In Virginia R. & P. Co. v. Godsey, 117 Va. 167, 83 S.E. 1072 (1915), we held that safety rules of a street car company were inadmissible in evidence in a personal injury action initiated against the company by a passenger. Noting that the rules were intended for the guidance of the company's employees, and that there was no evidence that the plaintiff was aware of them, we held that "a person cannot, by the adoption of private rules, fix the standard of his duty to others." Id. at 168, 83 S.E. at 1073. The action, we pointed out, was for violation of duty imposed by law rather than for violation of special rules of which the plaintiff was unaware. Id. at 169, 83 S.E. at 1073. See Bly v.

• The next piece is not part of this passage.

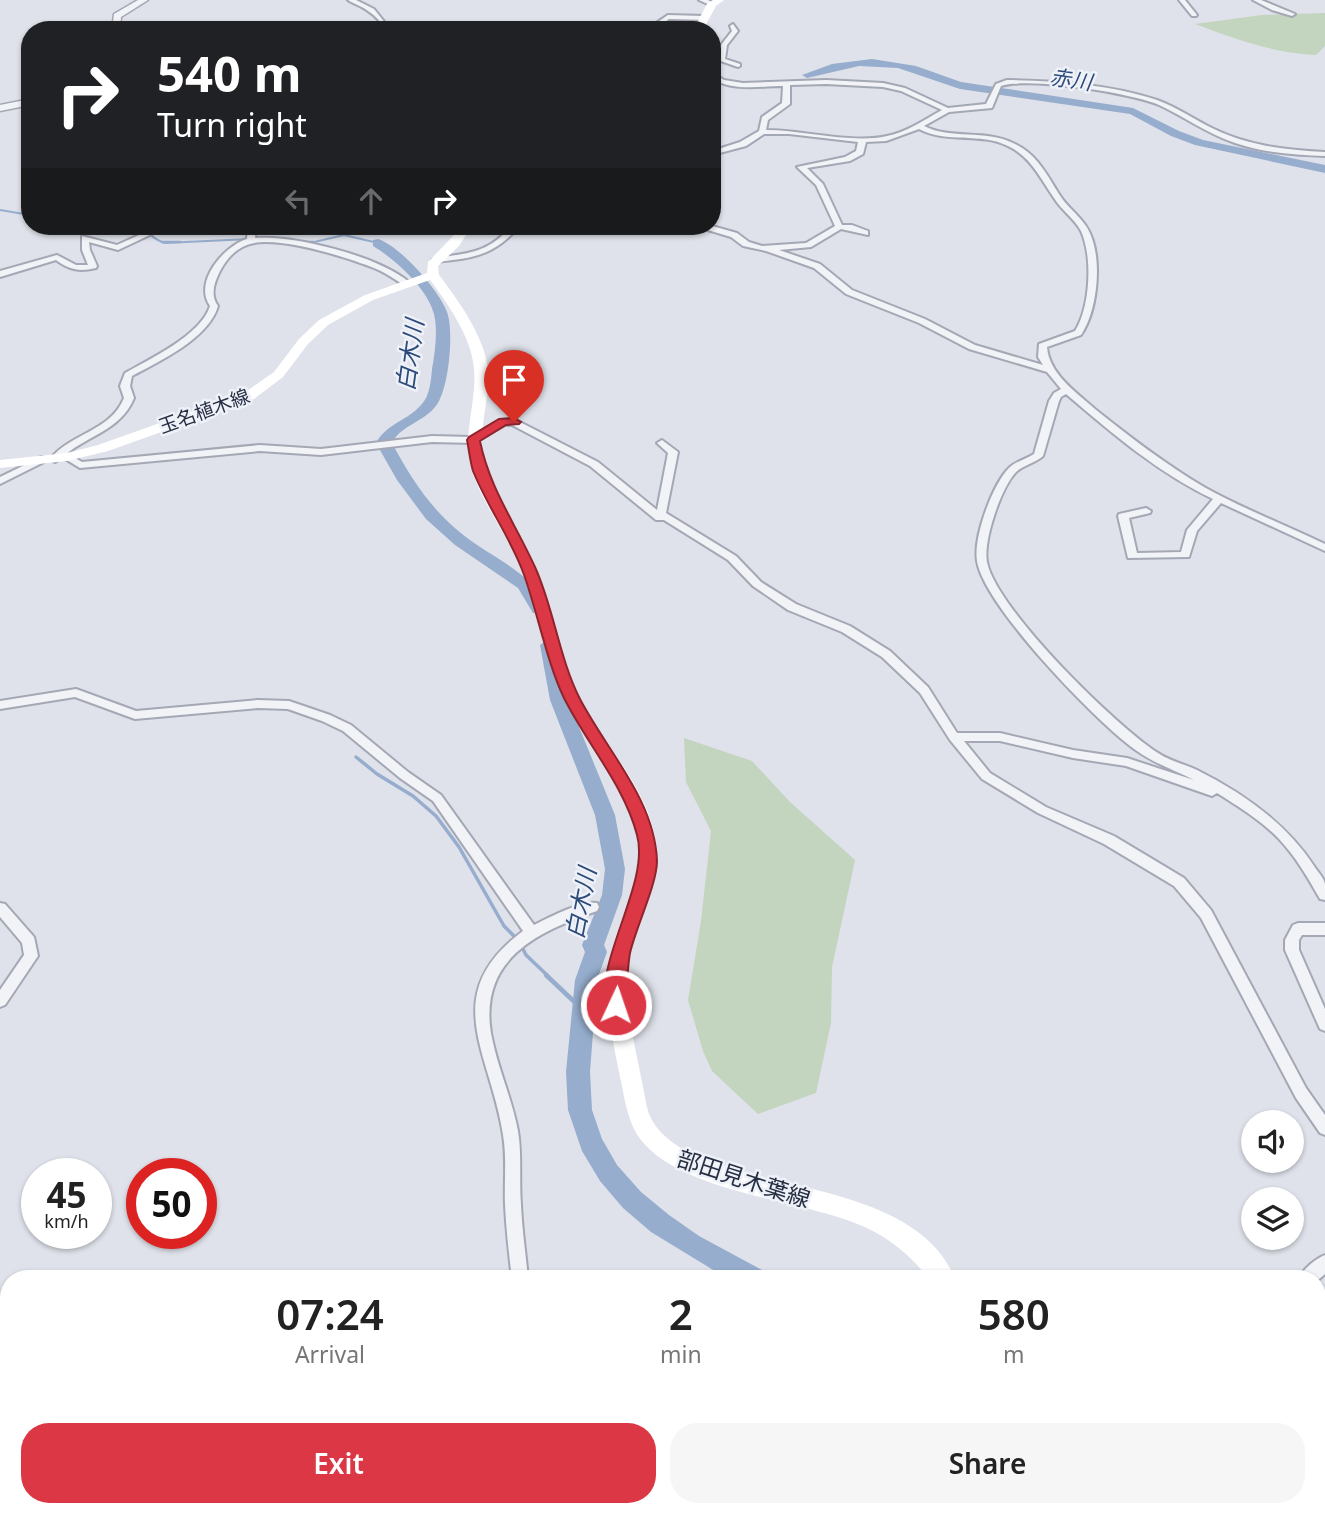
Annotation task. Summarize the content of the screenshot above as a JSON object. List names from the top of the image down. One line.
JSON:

Rhoads, 216 Va. 645, 653, 222 S.E.2d 783, 789 (1976).
Nickens, relying on Norfolk Southern Ry. Co. v. Rayburn, 213 Va. 812, 195 S.E.2d 860 (1973), says that the employer's guidelines contained in Exhibit 6 were admissible. In that case, an action by an employee against his employer under the Federal Employers' Liability Act, 45 U.S.C.A. § 51, et seq., the employer-railway required all employees to obey the printed safety rules. One of the rules was admitted in evidence; the question on appeal was not its admissibility, but whether a violation of the rule was negligence per se or, as we indicated in dicta, merely evidence of negligence to be considered with other evidence.
There is a distinction, however, between this F.E.L.A. action and the present case. In Rayburn, safety rules were relevant as a part of the contractual relationship of master and servant. All employees were required *457 to know and obey the safety rules. In the present case, however, there is no evidence that either Nickens or McCoy was aware of the safety guidelines or relied on them.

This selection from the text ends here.